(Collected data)
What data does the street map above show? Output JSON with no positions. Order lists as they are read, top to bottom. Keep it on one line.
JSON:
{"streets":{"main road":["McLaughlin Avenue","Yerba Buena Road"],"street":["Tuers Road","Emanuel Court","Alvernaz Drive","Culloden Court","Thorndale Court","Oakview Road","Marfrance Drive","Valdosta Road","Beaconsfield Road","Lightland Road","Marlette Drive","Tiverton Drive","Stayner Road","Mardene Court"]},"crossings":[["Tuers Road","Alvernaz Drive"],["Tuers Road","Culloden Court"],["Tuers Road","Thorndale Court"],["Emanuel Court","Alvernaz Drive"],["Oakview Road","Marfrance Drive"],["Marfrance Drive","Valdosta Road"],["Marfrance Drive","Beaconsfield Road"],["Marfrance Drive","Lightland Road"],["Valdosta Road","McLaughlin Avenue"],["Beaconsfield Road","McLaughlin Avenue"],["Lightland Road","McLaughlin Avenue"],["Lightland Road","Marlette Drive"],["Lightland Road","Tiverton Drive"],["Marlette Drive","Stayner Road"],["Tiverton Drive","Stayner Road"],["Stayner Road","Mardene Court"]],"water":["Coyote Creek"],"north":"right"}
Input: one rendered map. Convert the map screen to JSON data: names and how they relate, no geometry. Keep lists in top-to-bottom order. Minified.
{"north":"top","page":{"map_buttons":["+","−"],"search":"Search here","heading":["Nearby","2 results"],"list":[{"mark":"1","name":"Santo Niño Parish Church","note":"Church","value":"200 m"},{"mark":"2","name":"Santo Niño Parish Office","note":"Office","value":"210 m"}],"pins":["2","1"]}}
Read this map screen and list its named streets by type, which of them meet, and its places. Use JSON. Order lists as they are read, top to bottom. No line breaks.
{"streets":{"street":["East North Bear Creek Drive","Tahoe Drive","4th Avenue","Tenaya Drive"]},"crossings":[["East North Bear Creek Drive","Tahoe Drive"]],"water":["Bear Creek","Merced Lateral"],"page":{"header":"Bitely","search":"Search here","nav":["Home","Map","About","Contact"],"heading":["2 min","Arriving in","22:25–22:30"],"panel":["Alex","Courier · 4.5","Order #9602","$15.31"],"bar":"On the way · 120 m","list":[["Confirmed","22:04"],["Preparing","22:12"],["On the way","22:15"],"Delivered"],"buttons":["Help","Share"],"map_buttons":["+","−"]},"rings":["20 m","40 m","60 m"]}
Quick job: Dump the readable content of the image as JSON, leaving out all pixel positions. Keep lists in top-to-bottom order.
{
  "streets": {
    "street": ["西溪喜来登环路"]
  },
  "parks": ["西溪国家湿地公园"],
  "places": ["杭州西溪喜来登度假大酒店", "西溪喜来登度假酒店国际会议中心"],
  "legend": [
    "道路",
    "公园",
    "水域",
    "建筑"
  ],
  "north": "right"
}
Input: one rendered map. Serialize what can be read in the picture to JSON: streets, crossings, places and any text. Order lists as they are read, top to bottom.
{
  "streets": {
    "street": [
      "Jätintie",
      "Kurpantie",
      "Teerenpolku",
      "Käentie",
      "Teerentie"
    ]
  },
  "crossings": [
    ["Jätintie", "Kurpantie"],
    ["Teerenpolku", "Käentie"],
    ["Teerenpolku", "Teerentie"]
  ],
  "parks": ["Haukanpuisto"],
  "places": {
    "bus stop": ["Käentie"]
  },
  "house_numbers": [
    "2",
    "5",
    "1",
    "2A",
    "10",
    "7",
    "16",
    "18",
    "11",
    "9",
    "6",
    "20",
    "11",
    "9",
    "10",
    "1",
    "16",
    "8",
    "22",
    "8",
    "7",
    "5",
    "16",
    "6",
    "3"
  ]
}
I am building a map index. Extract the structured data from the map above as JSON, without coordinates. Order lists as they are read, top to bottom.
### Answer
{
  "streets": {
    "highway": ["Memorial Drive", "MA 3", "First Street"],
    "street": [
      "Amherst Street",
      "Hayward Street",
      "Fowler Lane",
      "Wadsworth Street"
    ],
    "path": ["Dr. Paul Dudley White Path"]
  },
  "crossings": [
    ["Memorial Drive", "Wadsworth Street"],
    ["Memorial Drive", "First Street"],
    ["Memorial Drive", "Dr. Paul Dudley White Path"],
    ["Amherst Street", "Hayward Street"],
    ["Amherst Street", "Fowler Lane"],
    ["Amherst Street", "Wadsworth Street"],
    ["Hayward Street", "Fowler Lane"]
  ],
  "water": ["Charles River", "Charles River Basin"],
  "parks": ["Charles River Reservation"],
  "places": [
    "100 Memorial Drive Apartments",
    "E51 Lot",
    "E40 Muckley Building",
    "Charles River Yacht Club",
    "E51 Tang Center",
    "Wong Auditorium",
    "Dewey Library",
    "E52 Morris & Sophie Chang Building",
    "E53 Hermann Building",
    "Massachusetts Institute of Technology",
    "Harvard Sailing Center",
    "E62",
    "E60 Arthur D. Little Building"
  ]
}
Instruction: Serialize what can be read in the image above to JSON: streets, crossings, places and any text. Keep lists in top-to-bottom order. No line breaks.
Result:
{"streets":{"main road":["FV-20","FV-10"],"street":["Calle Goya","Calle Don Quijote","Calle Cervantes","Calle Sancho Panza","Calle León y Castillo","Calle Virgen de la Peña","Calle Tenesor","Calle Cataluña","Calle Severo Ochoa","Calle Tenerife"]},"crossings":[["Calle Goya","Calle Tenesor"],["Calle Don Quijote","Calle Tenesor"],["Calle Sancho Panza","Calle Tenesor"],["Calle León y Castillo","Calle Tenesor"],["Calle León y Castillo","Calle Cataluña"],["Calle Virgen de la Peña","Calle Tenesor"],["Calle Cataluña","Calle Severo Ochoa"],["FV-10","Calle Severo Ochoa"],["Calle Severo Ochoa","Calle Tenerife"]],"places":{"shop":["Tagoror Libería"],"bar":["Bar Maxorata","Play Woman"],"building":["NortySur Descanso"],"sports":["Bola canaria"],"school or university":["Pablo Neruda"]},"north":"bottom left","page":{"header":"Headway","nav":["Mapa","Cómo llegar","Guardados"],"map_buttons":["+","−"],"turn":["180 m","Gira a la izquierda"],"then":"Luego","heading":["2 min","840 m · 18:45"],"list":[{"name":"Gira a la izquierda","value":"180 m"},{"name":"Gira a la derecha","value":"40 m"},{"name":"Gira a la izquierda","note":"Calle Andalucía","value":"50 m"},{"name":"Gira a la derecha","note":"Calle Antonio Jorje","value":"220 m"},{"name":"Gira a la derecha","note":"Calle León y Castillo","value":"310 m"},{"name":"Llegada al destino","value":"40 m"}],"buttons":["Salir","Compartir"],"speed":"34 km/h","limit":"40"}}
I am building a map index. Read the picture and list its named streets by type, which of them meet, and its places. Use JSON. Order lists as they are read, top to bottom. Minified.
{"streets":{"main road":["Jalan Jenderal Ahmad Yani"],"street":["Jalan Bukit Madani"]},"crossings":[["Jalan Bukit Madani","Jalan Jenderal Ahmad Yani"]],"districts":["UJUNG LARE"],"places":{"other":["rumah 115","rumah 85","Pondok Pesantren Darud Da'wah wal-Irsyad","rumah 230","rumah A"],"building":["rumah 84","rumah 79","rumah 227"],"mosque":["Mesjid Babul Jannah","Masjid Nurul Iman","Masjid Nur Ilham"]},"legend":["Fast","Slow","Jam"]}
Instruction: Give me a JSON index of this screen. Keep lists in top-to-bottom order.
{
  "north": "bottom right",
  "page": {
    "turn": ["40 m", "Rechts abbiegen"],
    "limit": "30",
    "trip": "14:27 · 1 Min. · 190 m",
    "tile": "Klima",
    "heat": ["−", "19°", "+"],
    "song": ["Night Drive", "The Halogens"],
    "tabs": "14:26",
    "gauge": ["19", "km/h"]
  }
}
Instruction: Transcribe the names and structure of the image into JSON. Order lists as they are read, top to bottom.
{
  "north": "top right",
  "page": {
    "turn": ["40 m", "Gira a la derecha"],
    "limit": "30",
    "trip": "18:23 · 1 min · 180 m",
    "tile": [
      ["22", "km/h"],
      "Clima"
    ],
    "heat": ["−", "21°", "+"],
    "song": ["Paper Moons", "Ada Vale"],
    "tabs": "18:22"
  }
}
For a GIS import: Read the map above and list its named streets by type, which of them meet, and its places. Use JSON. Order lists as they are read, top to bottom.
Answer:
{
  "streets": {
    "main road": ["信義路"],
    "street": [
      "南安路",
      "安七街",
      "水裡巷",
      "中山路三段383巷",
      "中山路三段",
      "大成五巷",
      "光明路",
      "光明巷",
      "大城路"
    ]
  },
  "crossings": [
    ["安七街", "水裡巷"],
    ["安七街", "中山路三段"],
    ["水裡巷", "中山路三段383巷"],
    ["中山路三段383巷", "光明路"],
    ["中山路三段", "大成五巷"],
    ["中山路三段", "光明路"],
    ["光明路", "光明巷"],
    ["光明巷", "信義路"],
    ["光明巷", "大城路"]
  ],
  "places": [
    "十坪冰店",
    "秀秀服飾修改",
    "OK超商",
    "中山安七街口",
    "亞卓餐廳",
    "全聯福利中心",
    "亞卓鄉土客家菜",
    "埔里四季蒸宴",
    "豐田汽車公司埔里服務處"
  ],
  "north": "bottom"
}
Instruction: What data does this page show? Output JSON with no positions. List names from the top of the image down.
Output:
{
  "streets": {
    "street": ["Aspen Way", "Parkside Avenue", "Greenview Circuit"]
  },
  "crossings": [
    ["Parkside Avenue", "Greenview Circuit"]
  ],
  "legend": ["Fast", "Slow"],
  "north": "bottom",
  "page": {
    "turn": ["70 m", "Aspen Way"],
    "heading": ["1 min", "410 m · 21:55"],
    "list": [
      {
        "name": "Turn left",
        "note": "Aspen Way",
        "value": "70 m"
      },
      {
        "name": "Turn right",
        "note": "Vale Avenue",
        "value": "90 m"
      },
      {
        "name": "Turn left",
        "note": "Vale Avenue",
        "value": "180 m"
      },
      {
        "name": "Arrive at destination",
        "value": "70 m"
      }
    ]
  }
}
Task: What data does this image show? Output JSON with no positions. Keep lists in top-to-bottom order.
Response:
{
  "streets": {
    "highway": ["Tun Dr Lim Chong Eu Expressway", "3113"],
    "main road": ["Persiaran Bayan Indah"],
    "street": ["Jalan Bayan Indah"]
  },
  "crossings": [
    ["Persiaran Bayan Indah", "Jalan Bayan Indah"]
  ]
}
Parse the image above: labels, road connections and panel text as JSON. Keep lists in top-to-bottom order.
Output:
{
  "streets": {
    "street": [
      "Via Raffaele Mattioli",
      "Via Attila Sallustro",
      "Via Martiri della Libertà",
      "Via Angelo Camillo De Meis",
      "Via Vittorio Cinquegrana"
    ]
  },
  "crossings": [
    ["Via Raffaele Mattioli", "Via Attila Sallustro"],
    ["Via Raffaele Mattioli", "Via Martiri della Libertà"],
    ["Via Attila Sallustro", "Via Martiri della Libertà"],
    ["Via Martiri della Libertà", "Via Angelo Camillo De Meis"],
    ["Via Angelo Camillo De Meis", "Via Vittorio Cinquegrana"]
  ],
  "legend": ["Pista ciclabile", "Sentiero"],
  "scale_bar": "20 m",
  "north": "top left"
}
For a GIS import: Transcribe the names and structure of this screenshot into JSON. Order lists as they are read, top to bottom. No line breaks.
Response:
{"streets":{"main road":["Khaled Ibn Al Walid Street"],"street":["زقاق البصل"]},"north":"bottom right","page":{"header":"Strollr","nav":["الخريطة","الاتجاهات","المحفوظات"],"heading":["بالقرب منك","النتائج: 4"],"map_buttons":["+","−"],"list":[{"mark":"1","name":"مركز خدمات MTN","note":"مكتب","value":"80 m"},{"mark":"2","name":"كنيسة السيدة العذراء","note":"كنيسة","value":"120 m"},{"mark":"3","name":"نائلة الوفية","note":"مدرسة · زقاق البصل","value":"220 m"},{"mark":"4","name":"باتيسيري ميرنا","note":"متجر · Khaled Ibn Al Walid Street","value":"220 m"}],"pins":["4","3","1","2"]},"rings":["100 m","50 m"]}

Your goal - For every line above that holds the word "show", report the whole line.

Reply to the task -
What data does the street map above show? Output JSON with no positions. Order lists as they are read, top to bottom. Keep it on one line.
Instruction: What data does this page show? Output JSON with no positions. List names from the top of the image down.
Task: What data does this image show? Output JSON with no positions. Keep lists in top-to-bottom order.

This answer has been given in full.